#### PROBLEM:
Copy all lines in the material holding the string "JSON".

#### PROVIDED MATERIAL:

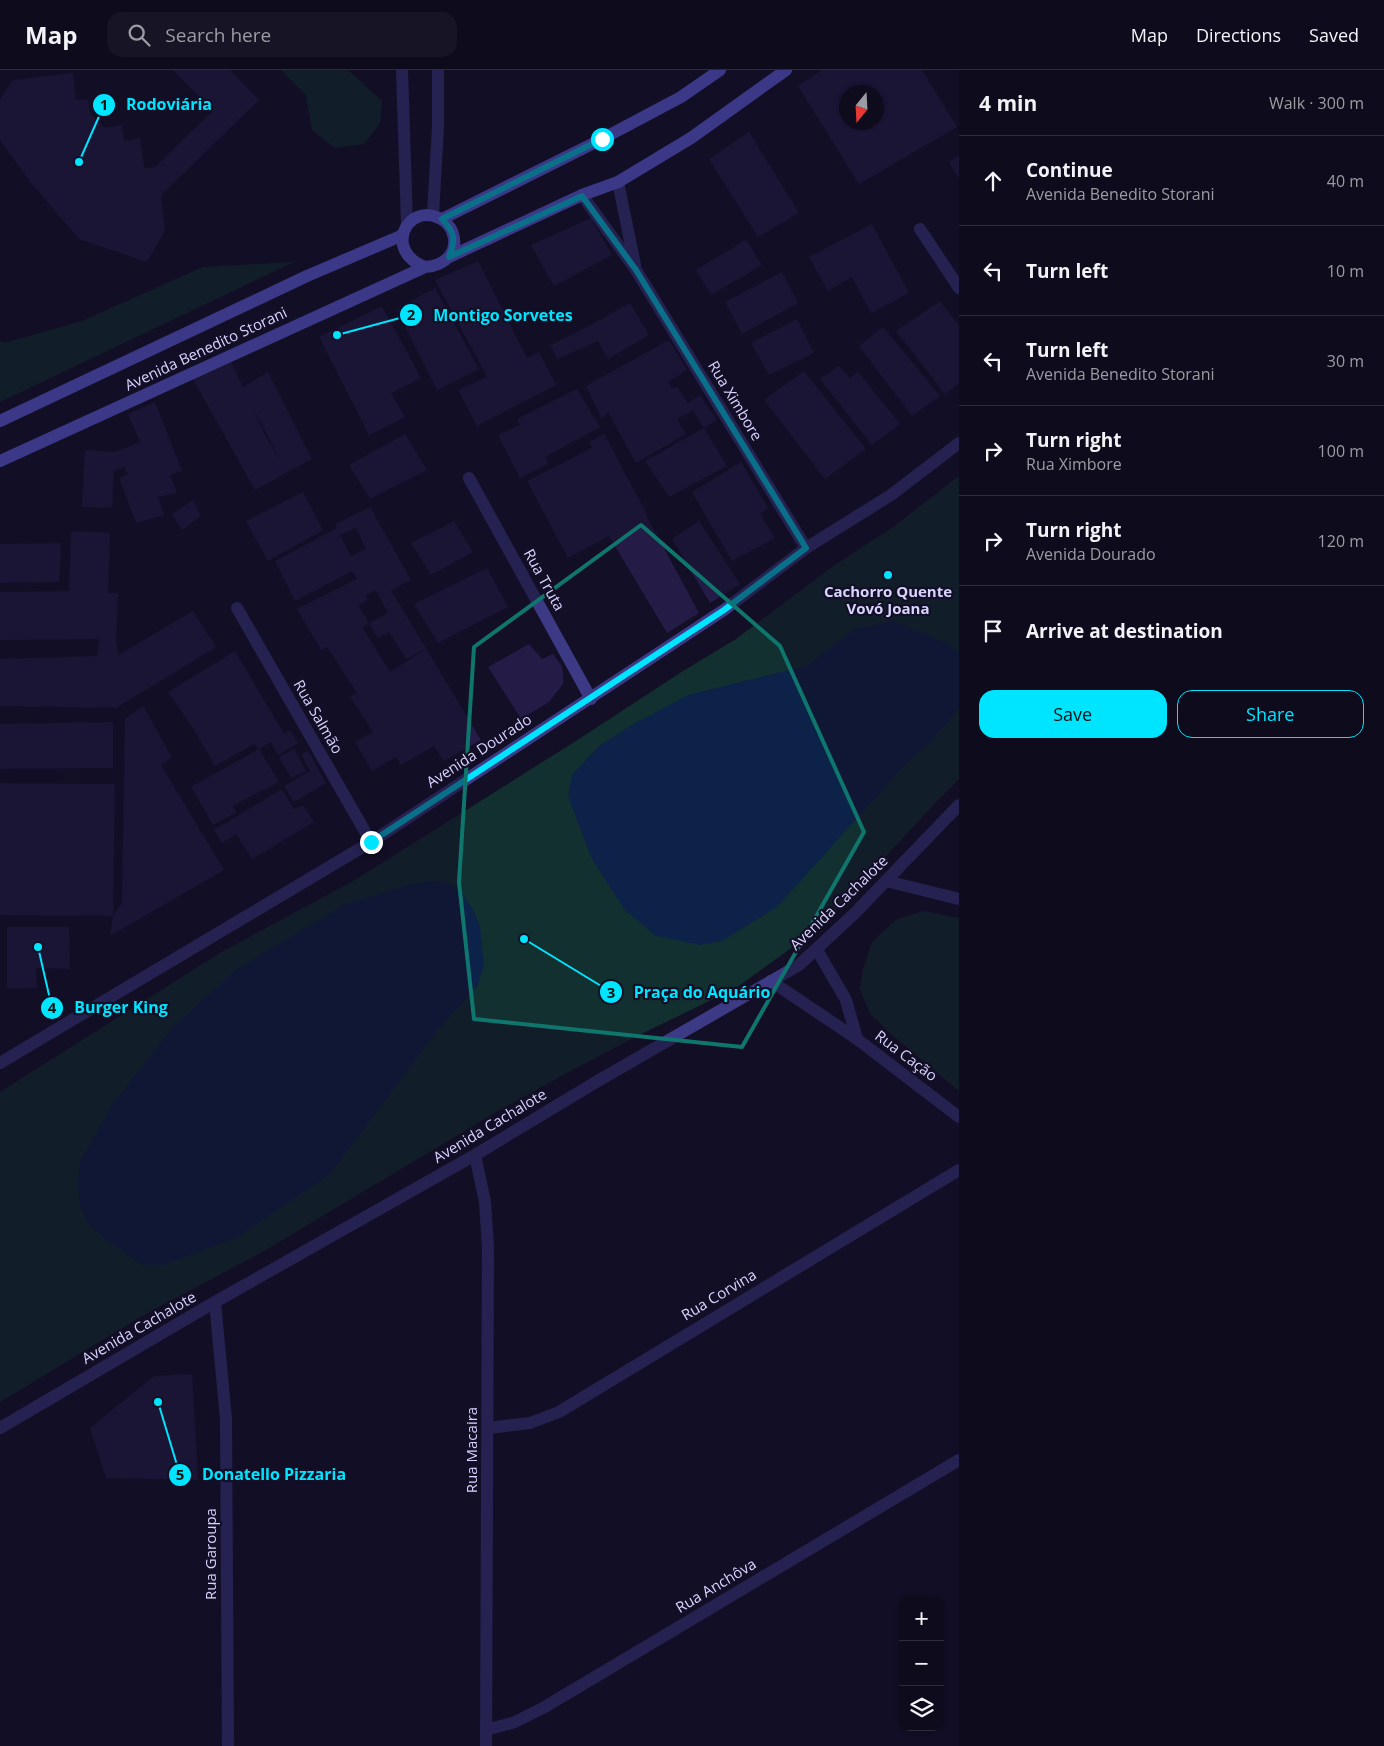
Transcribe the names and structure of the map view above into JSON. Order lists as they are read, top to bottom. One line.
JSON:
{"streets":{"main road":["Avenida Benedito Storani"],"street":["Rua Ximbore","Rua Truta","Rua Salmão","Avenida Dourado","Avenida Cachalote","Rua Cação","Rua Corvina","Rua Macaira","Rua Garoupa","Rua Anchôva"]},"crossings":[["Rua Ximbore","Avenida Dourado"],["Rua Truta","Avenida Dourado"],["Rua Salmão","Avenida Dourado"],["Avenida Cachalote","Rua Cação"],["Avenida Cachalote","Rua Macaira"],["Avenida Cachalote","Rua Garoupa"],["Rua Corvina","Rua Macaira"],["Rua Macaira","Rua Anchôva"]],"places":["Rodoviária","Montigo Sorvetes","Cachorro Quente Vovó Joana","Praça do Aquário","Burger King","Donatello Pizzaria"],"north":"bottom","page":{"header":"Map","search":"Search here","nav":["Map","Directions","Saved"],"heading":["4 min","Walk · 300 m"],"list":[["Continue","Avenida Benedito Storani","40 m"],["Turn left","10 m"],["Turn left","Avenida Benedito Storani","30 m"],["Turn right","Rua Ximbore","100 m"],["Turn right","Avenida Dourado","120 m"],"Arrive at destination"],"buttons":["Save","Share"],"map_buttons":["+","−"]}}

#### ANSWER TO THIS TASK:
Transcribe the names and structure of the map view above into JSON. Order lists as they are read, top to bottom. One line.
JSON:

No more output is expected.